You left Taiwan to go to Stanford. How did you know you wanted to go to such a top-tier school?

It was, I would say, a lucky accident. I was thinking of going to a small liberal arts school and doing a Music and Technology major. I played piano and stopped taking lessons after I moved to Taiwan, but I accompanied the choirs—like the elementary school choirs—as the pianist.

Also, applying from Taiwan, we couldn’t afford to visit schools. There wasn’t really the internet. It was back in the brochure days, and you had no idea what college was like.

My cousin had gone to Stanford, and she randomly visited Taiwan that winter. It was probably my junior year, and she said, “You have to apply to Stanford.” I had no idea, so I was like, “Okay.” I figured Stanford had a lot of majors compared to the smaller schools, and applied and was really lucky.

What did you study?

I did an interdisciplinary major called Science, Technology, and Society. It was basically most of the Computer Science (CS) major. Then I took all these other classes that I thought were interesting around public policy, communications, and economics. In many ways, my college friends look at my career and are like, “Oh, it’s exactly that.” Even though I didn’t quite realize it along the way, it was a mix of how to think about building technology and having it impact the world we live in.

On Parenting and Finding Balance

You have two kids, ages eight and five. How is their childhood in Palo Alto different than what you experienced growing up?

It’s very different. When I got back to the States for college, I thought California was really weird. There were a lot of Asian people, and that wasn’t the America I knew, where I was very different from everyone else. For them to grow up in California—if, in the world, the U.S. is a very comfortable place to live, I think California can be considered a very comfortable place to live within the U.S. I think about it a lot because I feel like it is a little bit of a bubble. I think about making sure they’re pretty grounded people, despite living in a place where you can order gas on your phone to come to your house. Crazy things like that.

How do you help your kids stay grounded in Silicon Valley?

It’s something I think about, and my husband and I talk about it a lot. When I was growing up, my parents would say, “Hey, when we were younger, we didn’t have shoes. We’d have to walk so far. I used to ride the water buffalo.” As a kid, you’re just like, “You’re crazy, Mom and Dad.” That was a different world, and so I struggled. How do you tell our kids that this is not necessarily everyone’s normal?

We’ve tried things like volunteer work. My eldest, at age four, was helping with projects at the local school. When we would drive by the school later, he’d be like, “Oh, that’s the school that I helped paint or plant flowers at.” We’ve tried to do service activities. They know they donate their Halloween candy to people—the military abroad. We try to have habits and traditions now that help them at least be more aware that they are fortunate and that they have some obligation to give back in, as kids, really small ways. That’s important to me to have them recognize that our experience is not normal compared to how a lot of other people live.

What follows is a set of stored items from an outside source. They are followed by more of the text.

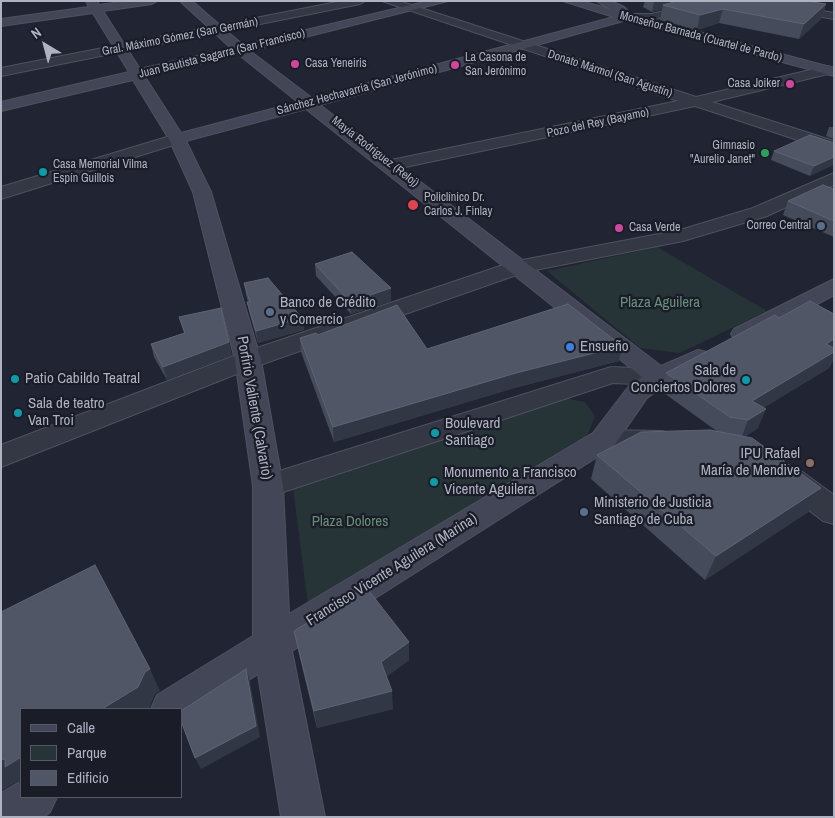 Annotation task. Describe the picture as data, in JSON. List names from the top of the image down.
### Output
{
  "streets": {
    "street": [
      "Gral. Máximo Gómez (San Germán)",
      "Monseñor Barnada (Cuartel de Pardo)",
      "Juan Bautista Sagarra (San Francisco)",
      "Donato Mármol (San Agustín)",
      "Sánchez Hechavarría (San Jerónimo)",
      "Pozo del Rey (Bayamo)",
      "Mayía Rodríguez (Reloj)",
      "Porfirio Valiente (Calvario)",
      "Francisco Vicente Aguilera (Marina)"
    ]
  },
  "crossings": [
    ["Gral. Máximo Gómez (San Germán)", "Mayía Rodríguez (Reloj)"],
    ["Gral. Máximo Gómez (San Germán)", "Porfirio Valiente (Calvario)"],
    ["Monseñor Barnada (Cuartel de Pardo)", "Sánchez Hechavarría (San Jerónimo)"],
    ["Monseñor Barnada (Cuartel de Pardo)", "Pozo del Rey (Bayamo)"],
    ["Juan Bautista Sagarra (San Francisco)", "Donato Mármol (San Agustín)"],
    ["Juan Bautista Sagarra (San Francisco)", "Mayía Rodríguez (Reloj)"],
    ["Juan Bautista Sagarra (San Francisco)", "Porfirio Valiente (Calvario)"],
    ["Donato Mármol (San Agustín)", "Sánchez Hechavarría (San Jerónimo)"],
    ["Donato Mármol (San Agustín)", "Pozo del Rey (Bayamo)"],
    ["Sánchez Hechavarría (San Jerónimo)", "Mayía Rodríguez (Reloj)"],
    ["Sánchez Hechavarría (San Jerónimo)", "Porfirio Valiente (Calvario)"],
    ["Pozo del Rey (Bayamo)", "Mayía Rodríguez (Reloj)"],
    ["Mayía Rodríguez (Reloj)", "Francisco Vicente Aguilera (Marina)"],
    ["Porfirio Valiente (Calvario)", "Francisco Vicente Aguilera (Marina)"]
  ],
  "parks": ["Plaza Aguilera", "Plaza Dolores"],
  "places": [
    "Casa Yeneiris",
    "La Casona de San Jerónimo",
    "Casa Joiker",
    "Gimnasio \"Aurelio Janet\"",
    "Casa Memorial Vilma Espín Guillois",
    "Policlínico Dr. Carlos J. Finlay",
    "Correo Central",
    "Casa Verde",
    "Banco de Crédito y Comercio",
    "Ensueño",
    "Patio Cabildo Teatral",
    "Sala de Conciertos Dolores",
    "Sala de teatro Van Troi",
    "Boulevard Santiago",
    "IPU Rafael María de Mendive",
    "Monumento a Francisco Vicente Aguilera",
    "Ministerio de Justicia Santiago de Cuba"
  ],
  "legend": ["Calle", "Parque", "Edificio"],
  "north": "top left"
}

What are some things you do to navigate parenting, which can be so much more emotional than work? Who are you as a parent versus a product manager?

Kids are definitely challenging. You wish you could control them, but you can’t. They’re similar to you in some ways, but really, really different in others. I think, though, there is a similarity to work in that—whether it’s my kids, or my colleagues, or my team—my hope is that you realize what you’re good at. I see a lot of my friends getting to points in their careers where they’re really in their element. They’ve finally found what they’re supposed to do—really leaning in on their strengths and getting energy from doing work that makes them feel alive. That’s my hope for everyone. It makes me happy when I see people in their element.

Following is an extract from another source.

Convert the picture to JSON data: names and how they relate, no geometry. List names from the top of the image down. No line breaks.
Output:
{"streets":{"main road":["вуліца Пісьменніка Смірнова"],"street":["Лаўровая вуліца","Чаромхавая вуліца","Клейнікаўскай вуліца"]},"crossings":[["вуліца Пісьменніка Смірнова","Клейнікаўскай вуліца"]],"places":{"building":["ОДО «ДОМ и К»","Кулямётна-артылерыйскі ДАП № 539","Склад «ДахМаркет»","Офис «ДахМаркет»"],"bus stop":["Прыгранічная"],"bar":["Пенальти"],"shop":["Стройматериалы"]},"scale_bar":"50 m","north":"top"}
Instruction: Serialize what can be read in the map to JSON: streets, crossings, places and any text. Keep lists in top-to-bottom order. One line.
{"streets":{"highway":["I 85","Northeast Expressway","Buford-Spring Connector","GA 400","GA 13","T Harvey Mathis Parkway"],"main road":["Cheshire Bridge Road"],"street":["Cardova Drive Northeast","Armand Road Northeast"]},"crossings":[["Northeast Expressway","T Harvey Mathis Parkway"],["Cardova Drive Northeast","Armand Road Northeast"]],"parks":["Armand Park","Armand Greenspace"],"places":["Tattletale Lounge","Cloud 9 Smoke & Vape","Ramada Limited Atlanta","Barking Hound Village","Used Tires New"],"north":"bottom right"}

As a parent, that’s the guiding thing. I hope my children can be both self-aware and independent. Having the right boundaries is probably the other part that makes for a healthy person. Even though my kids are very different, I have to remind myself that they’re on their own journey. Just like my colleagues from many different companies, you don’t work with anyone forever. I’m only going to be able to parent my children for these early years, and so in some ways, it’s quite parallel.

I do what I can to help them be happy and fulfilled. One of my kids is very different than me, and one of my kids is uncannily similar in personality. It’s weird. I think a big part of parenting is setting boundaries, teaching them to be thoughtful, and letting them be okay with who they are, even though it’s hard for me sometimes to watch and I’m sure it’ll get harder as they get older.

How do you and your husband balance kids and work?

He is an amazing partner on all fronts. He cooks and has all these skills I don’t, so we definitely share the home duty. Children, though, aren’t always 50-50, right? They just have preferences, and it ebbs and flows. We communicate really well, which helps make it work, and then I think we try to be gracious. There’ve been phases when I’ve done a lot of startups. He’s had moments. Not keeping tabs—we’re just trying to work together to make it all work.

What do you do to stay grounded in situations where you have those ebbs and flows?

A big thing I’m still struggling with is self-care and resting enough. Honestly, I have this coach—we’ve talked on the phone for eight years throughout my career. She’s an executive coach. We probably talk about sleep a huge portion, at least 50 percent of the time, and I’ve gotten better. I am a high-action person. I enjoy my work a lot, but over time it’s become clear that resting enough is critical.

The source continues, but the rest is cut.